GOAL OF THE EXERCISE »
Where in the listing does the word "Woods" appear? Report each line that holds it.

• • •

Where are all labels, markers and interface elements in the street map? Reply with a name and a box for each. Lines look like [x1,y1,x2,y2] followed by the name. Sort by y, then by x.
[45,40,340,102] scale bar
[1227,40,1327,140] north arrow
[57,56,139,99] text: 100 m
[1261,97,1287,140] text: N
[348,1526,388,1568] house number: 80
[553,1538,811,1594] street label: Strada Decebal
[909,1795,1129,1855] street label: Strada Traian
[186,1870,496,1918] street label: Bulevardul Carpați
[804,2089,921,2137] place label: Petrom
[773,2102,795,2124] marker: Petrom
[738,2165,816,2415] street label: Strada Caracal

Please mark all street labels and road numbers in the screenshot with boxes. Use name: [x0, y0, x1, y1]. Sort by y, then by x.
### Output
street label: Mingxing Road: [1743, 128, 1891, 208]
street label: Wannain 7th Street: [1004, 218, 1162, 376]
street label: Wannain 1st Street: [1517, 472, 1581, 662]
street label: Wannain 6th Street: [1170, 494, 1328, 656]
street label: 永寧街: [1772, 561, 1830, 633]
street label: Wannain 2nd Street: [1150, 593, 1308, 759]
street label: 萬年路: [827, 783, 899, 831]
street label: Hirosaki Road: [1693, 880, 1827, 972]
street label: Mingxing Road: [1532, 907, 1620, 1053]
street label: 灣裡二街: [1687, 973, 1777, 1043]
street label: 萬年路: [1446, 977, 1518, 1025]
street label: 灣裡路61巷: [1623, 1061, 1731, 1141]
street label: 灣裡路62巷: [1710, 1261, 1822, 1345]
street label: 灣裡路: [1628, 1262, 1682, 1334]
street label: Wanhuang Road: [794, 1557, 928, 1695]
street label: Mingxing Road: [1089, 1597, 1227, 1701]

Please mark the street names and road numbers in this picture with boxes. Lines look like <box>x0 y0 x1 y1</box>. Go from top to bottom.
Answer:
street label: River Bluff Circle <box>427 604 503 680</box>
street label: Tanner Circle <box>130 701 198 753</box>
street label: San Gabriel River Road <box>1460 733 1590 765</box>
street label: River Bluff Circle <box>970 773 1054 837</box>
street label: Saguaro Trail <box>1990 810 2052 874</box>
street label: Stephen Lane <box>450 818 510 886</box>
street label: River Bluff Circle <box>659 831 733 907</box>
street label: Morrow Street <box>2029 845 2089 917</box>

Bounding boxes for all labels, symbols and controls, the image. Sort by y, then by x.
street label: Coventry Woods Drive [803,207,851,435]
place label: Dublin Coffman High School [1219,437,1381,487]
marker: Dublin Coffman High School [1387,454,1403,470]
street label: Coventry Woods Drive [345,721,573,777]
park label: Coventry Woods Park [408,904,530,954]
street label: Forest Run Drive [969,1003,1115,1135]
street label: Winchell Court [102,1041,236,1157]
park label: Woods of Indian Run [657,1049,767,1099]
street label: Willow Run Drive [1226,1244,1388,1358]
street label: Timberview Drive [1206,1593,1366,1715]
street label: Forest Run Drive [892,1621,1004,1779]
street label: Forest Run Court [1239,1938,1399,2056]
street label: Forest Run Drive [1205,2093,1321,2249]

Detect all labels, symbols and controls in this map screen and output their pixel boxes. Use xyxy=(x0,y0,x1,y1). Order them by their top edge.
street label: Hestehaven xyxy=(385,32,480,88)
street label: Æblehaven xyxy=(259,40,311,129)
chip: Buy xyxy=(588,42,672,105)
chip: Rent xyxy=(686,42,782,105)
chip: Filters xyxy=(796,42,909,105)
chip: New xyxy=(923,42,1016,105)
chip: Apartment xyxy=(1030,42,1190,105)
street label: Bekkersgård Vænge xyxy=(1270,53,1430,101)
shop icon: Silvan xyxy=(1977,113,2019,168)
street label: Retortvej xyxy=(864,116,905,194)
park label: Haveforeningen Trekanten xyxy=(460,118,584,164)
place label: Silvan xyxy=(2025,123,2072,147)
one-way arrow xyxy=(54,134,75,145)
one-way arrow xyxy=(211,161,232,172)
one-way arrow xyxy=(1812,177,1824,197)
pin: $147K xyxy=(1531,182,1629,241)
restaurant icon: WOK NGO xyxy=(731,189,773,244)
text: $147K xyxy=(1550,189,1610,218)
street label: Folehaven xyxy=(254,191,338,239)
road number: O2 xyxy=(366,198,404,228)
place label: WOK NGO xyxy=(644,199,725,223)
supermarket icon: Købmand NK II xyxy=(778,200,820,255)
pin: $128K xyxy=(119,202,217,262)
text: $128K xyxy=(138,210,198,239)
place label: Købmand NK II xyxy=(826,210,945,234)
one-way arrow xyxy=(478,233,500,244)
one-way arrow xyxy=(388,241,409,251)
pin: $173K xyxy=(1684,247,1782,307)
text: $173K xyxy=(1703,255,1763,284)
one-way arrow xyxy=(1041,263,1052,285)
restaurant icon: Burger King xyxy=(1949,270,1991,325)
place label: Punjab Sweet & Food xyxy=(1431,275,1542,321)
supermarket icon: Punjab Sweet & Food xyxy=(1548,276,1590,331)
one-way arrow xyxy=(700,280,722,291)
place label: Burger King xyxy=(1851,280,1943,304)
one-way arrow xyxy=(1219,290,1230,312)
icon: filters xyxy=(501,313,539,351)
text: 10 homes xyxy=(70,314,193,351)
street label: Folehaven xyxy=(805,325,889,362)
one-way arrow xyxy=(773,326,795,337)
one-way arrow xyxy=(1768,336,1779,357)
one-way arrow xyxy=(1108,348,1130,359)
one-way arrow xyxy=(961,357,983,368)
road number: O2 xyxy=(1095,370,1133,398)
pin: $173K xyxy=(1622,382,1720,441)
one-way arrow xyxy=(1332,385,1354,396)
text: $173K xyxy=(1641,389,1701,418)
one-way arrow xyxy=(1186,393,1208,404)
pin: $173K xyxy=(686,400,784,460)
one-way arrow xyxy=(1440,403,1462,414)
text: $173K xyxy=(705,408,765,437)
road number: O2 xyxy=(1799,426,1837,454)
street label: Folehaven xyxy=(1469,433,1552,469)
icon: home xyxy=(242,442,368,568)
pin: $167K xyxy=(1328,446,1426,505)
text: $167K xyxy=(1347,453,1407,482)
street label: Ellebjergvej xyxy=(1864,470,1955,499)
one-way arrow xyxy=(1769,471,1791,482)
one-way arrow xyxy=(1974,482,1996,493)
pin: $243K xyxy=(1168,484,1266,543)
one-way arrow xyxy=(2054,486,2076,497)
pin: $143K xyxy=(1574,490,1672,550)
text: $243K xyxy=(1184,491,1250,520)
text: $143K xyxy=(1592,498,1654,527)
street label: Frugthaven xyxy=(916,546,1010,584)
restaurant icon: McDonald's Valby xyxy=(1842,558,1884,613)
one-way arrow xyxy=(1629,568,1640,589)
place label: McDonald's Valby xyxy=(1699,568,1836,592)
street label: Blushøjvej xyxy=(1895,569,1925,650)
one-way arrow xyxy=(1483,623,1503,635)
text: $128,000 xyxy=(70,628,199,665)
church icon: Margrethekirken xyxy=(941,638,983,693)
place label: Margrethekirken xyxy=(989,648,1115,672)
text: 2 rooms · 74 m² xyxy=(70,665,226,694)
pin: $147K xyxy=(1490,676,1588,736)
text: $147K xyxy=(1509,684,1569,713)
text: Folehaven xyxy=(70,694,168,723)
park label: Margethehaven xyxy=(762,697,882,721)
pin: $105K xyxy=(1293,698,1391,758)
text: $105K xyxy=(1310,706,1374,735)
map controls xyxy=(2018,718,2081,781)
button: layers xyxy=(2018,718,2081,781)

• • •

ANSWER BELOW »
street label: Coventry Woods Drive [803,207,851,435]
street label: Coventry Woods Drive [345,721,573,777]
park label: Coventry Woods Park [408,904,530,954]
park label: Woods of Indian Run [657,1049,767,1099]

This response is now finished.